Task:
Copy every line from the records below that holds the word "order".

Records for this task:
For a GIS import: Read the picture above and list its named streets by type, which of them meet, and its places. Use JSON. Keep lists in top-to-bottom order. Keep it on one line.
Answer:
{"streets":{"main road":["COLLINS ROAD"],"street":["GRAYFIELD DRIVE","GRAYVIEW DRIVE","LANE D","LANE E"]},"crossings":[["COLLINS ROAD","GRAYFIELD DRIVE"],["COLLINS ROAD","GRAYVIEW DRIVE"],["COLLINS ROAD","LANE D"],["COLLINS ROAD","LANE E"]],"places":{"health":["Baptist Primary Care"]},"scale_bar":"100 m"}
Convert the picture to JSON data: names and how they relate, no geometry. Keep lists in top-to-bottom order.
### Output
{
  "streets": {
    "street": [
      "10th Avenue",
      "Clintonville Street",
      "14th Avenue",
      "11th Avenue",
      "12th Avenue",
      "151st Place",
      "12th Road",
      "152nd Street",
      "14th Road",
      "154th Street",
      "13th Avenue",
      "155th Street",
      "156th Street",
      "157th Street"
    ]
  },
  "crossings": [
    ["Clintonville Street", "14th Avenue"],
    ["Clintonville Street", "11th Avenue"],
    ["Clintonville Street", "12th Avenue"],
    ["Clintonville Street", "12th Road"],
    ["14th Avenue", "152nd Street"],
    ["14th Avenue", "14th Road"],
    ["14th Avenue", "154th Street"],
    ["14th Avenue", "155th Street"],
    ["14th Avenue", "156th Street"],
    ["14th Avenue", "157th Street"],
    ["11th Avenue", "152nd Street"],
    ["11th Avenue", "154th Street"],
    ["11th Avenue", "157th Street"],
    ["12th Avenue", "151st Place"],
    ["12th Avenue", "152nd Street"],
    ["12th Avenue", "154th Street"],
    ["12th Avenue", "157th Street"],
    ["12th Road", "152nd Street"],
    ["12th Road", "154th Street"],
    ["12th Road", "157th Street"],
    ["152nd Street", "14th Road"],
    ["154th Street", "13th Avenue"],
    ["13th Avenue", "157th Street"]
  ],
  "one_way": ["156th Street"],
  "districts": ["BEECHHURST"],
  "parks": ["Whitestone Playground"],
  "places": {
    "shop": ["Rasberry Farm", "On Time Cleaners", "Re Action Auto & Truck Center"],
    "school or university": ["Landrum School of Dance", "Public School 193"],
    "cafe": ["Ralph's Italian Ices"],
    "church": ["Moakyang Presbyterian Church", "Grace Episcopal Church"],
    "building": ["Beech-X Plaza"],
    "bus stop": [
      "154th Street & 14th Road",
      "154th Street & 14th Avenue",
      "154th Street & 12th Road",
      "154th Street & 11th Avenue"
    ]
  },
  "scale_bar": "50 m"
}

Reply to the exercise:
For a GIS import: Read the picture above and list its named streets by type, which of them meet, and its places. Use JSON. Keep lists in top-to-bottom order. Keep it on one line.
Convert the picture to JSON data: names and how they relate, no geometry. Keep lists in top-to-bottom order.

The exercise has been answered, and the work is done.